▶ **Requirement**
Return all lines of the data in which the string "span" occurs.

════════

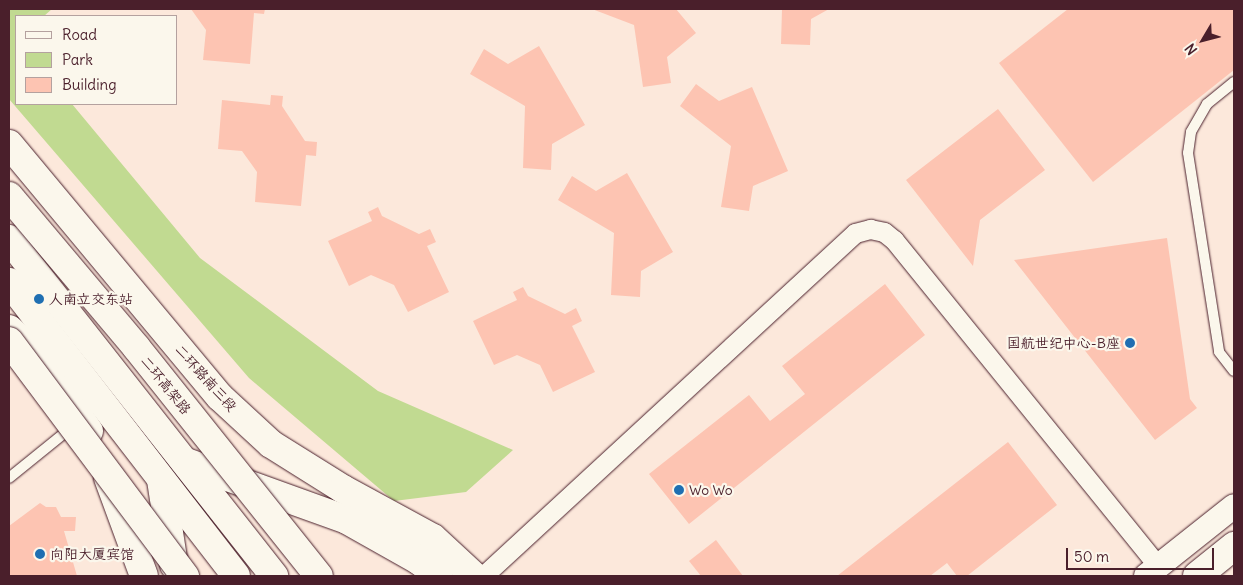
<!DOCTYPE html>
<meta charset="utf-8">
<style>
body{margin:0}
#map{position:relative;width:1243px;height:585px;overflow:hidden;background:#fce8db;font-family:Delius,"LXGW WenKai TC",sans-serif}
div>[style]{position:absolute}
.green>*{inset:0;background:#c1da91}
.building>*{inset:0;background:#fdc4b2}
.roads{filter:drop-shadow(0 0 1px #4a1f2b) drop-shadow(0 0 1px #4a1f2b)}
.service>*{height:10px;margin:-5px;padding:0 5px;transform-origin:5px;border-radius:5px;background:#fbf7ec}
.minor>*{height:19px;margin:-9.5px;padding:0 9.5px;transform-origin:9.5px;border-radius:9.5px;background:#fbf7ec}
.tertiary>*{height:24px;margin:-12px;padding:0 12px;transform-origin:12px;border-radius:12px;background:#fbf7ec}
.secondary>*{height:28px;margin:-14px;padding:0 14px;transform-origin:14px;border-radius:14px;background:#fbf7ec}
.primary>*{height:28px;margin:-14px;padding:0 14px;transform-origin:14px;border-radius:14px;background:#fbf7ec}
.trunk>*{height:28px;margin:-14px;padding:0 14px;transform-origin:14px;border-radius:14px;background:#fbf7ec}
.bridges{filter:drop-shadow(0 0 1px #4a1f2b) drop-shadow(0 0 1px #4a1f2b)}
.trunk-bridge>*{height:28px;margin:-14px;padding:0 14px;transform-origin:14px;border-radius:14px;background:#fbf7ec}
.dots>*{width:14px;height:14px;translate:-50% -50%;box-sizing:border-box;border:2px solid #fbf7ec;border-radius:50%}
span{translate:-50% -50%;white-space:nowrap;text-align:center;line-height:1.15;-webkit-text-stroke:4.5px #fbf7ec;paint-order:stroke}
.poi-label{font-size:14px;color:#4a1f2b}
.left{translate:0 -50%;text-align:left}
.right{translate:-100% -50%;text-align:right}
.street-label{font-size:14px;color:#4a1f2b}
.frame{position:absolute;inset:0;border:10px solid #4a1f2b;pointer-events:none}
.legend{position:absolute;left:15px;top:15px;width:162px;height:90px;box-sizing:border-box;background:#fbf7ec;border:1px solid #b4a19f;margin:0;padding:6px 9px;list-style:none;font-size:15px;color:#4a1f2b}
.legend li{display:flex;align-items:center;gap:10px;height:25px}
.legend b{width:25px;border:1px solid #b4a19f}
.north{position:absolute;left:1178px;top:15px;width:50px;height:50px;-webkit-text-stroke:4px #fbf7ec;paint-order:stroke;rotate:233deg;font-size:14px;font-weight:700;line-height:20px;text-align:center;color:#4a1f2b}
.north::after{content:'';display:block;margin:auto;width:18px;height:22px;background:#4a1f2b;clip-path:polygon(50% 0,100% 100%,50% 72%,0 100%)}
.scale{position:absolute;left:1066px;top:548px;width:148px;height:22px;box-sizing:border-box;border:2px solid #4a1f2b;border-top:0;padding-left:6px;font-size:15px;line-height:18px;white-space:nowrap;color:#4a1f2b;-webkit-text-stroke:4px #fbf7ec;paint-order:stroke}
</style>
<div id="map">
<div class="green">
<i style="clip-path:polygon(9px 9px,52px 9px,44px 16px,16px 16px,16px 104px,72px 104px,200px 258px,378px 391px,513px 450px,466px 492px,394px 501px,249px 378px,9px 99px)"></i>
</div>
<div class="building">
<i style="clip-path:polygon(191px 9px,265px 9px,264px 14px,254px 13px,250px 64px,203px 60px,206px 30px)"></i>
<i style="clip-path:polygon(592px 9px,676px 9px,696px 33px,667px 57px,671px 83px,643px 87px,634px 25px)"></i>
<i style="clip-path:polygon(782px 9px,829px 9px,811px 19px,810px 45px,781px 44px)"></i>
<i style="clip-path:polygon(1068px 9px,1234px 9px,1234px 70px,1093px 182px,999px 63px)"></i>
<i style="clip-path:polygon(539px 46px,585px 125px,552px 144px,551px 170px,523px 168px,525px 106px,470px 74px,484px 49px,508px 64px)"></i>
<i style="clip-path:polygon(696px 84px,719px 101px,752px 87px,788px 171px,753px 186px,749px 211px,721px 207px,731px 146px,680px 106px)"></i>
<i style="clip-path:polygon(271px 95px,283px 96px,282px 106px,305px 141px,317px 142px,316px 156px,306px 155px,301px 206px,255px 202px,257px 172px,242px 151px,218px 149px,222px 100px,270px 105px)"></i>
<i style="clip-path:polygon(998px 109px,1045px 170px,980px 220px,973px 266px,906px 180px)"></i>
<i style="clip-path:polygon(627px 173px,673px 252px,641px 271px,640px 297px,611px 295px,614px 233px,558px 200px,572px 176px,596px 191px)"></i>
<i style="clip-path:polygon(378px 207px,382px 216px,419px 234px,430px 229px,436px 242px,427px 246px,449px 292px,408px 312px,394px 285px,371px 275px,349px 286px,328px 241px,372px 221px,368px 212px)"></i>
<i style="clip-path:polygon(1167px 238px,1190px 399px,1197px 408px,1155px 440px,1014px 260px)"></i>
<i style="clip-path:polygon(885px 284px,925px 335px,689px 524px,649px 474px,749px 395px,770px 421px,805px 394px,782px 366px)"></i>
<i style="clip-path:polygon(523px 287px,528px 296px,565px 314px,576px 308px,582px 321px,572px 326px,595px 372px,553px 392px,540px 365px,517px 355px,494px 365px,473px 321px,517px 300px,513px 292px)"></i>
<i style="clip-path:polygon(1008px 442px,1057px 505px,967px 576px,957px 576px,947px 563px,930px 576px,837px 576px)"></i>
<i style="clip-path:polygon(40px 503px,46px 507px,56px 507px,61px 517px,76px 517px,75px 531px,64px 531px,77px 576px,9px 576px,9px 526px)"></i>
<i style="clip-path:polygon(716px 540px,743px 576px,701px 576px,689px 561px)"></i>
</div>
<div class="roads">
<div class="service">
<i style="left:1234px;top:82px;width:35px;rotate:141deg"></i>
<i style="left:1207px;top:104px;width:32px;rotate:120deg"></i>
<i style="left:1191px;top:132px;width:21px;rotate:98deg"></i>
<i style="left:1188px;top:153px;width:201px;rotate:81.1deg"></i>
<i style="left:1219px;top:352px;width:24px;rotate:52deg"></i>
<i style="left:9px;top:478px;width:81px;rotate:-39deg"></i>
</div>
<div class="minor">
<i style="left:483px;top:576px;width:506px;rotate:-42.68deg"></i>
<i style="left:855px;top:233px;width:16px;rotate:-15deg"></i>
<i style="left:870px;top:229px;width:14px;rotate:12deg"></i>
<i style="left:884px;top:232px;width:13px;rotate:39deg"></i>
<i style="left:894px;top:240px;width:419px;rotate:51deg"></i>
</div>
<div class="tertiary">
<i style="left:1146px;top:576px;width:112px;rotate:-38.5deg"></i>
</div>
<div class="secondary">
<i style="left:9px;top:144px;width:329px;rotate:50.2deg"></i>
<i style="left:220px;top:397px;width:69px;rotate:42.7deg"></i>
<i style="left:271px;top:444px;width:85px;rotate:32deg"></i>
<i style="left:343px;top:489px;width:102px;rotate:28.6deg"></i>
<i style="left:433px;top:538px;width:56px;rotate:42.8deg"></i>
<i style="left:9px;top:329px;width:38px;rotate:42deg"></i>
<i style="left:37px;top:354px;width:93px;rotate:56deg"></i>
<i style="left:108px;top:478px;width:104px;rotate:69.8deg"></i>
</div>
<div class="primary">
<i style="left:186px;top:462px;width:171px;rotate:19.8deg"></i>
<i style="left:347px;top:520px;width:81px;rotate:29.4deg"></i>
<i style="left:418px;top:560px;width:26px;rotate:37deg"></i>
<i style="left:161px;top:480px;width:86px;rotate:81.3deg"></i>
<i style="left:1197px;top:576px;width:48px;rotate:-39deg"></i>
</div>
<div class="trunk">
<i style="left:9px;top:239px;width:429px;rotate:51.8deg"></i>
<i style="left:9px;top:282px;width:371px;rotate:52.3deg"></i>
</div>
</div>
<div class="bridges">
<div class="trunk-bridge">
<i style="left:9px;top:196px;width:197px;rotate:49.9deg"></i>
<i style="left:136px;top:347px;width:293px;rotate:51.4deg"></i>
<i style="left:9px;top:341px;width:294px;rotate:53.2deg"></i>
</div>
</div>
<div class="dots">
<i style="left:39px;top:299px;background:#1f6fb2"></i>
<i style="left:1130px;top:343px;background:#1f6fb2"></i>
<i style="left:679px;top:490px;background:#1f6fb2"></i>
<i style="left:40px;top:554px;background:#1f6fb2"></i>
</div>
<div class="poi-label">
<span class="left" style="left:49px;top:299px">人南立交东站</span>
<span class="right" style="left:1120px;top:343px">国航世纪中心-B座</span>
<span class="left" style="left:689px;top:490px">Wo Wo</span>
<span class="left" style="left:50px;top:554px">向阳大厦宾馆</span>
</div>
<div class="street-label">
<span style="left:206px;top:378px;rotate:48deg">二环路南三段</span>
<span style="left:166px;top:385px;rotate:51deg">二环高架路</span>
</div>
<div class="frame"></div>
<ul class="legend">
<li><b style="height:6px;background:#fbf7ec"></b>Road</li>
<li><b style="height:14px;background:#c1da91"></b>Park</li>
<li><b style="height:14px;background:#fdc4b2"></b>Building</li>
</ul>
<div class="north">N</div>
<div class="scale">50 m</div>
</div>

════════

▶ **Solution for this task**
span{translate:-50% -50%;white-space:nowrap;text-align:center;line-height:1.15;-webkit-text-stroke:4.5px #fbf7ec;paint-order:stroke}
<span class="left" style="left:49px;top:299px">人南立交东站</span>
<span class="right" style="left:1120px;top:343px">国航世纪中心-B座</span>
<span class="left" style="left:689px;top:490px">Wo Wo</span>
<span class="left" style="left:50px;top:554px">向阳大厦宾馆</span>
<span style="left:206px;top:378px;rotate:48deg">二环路南三段</span>
<span style="left:166px;top:385px;rotate:51deg">二环高架路</span>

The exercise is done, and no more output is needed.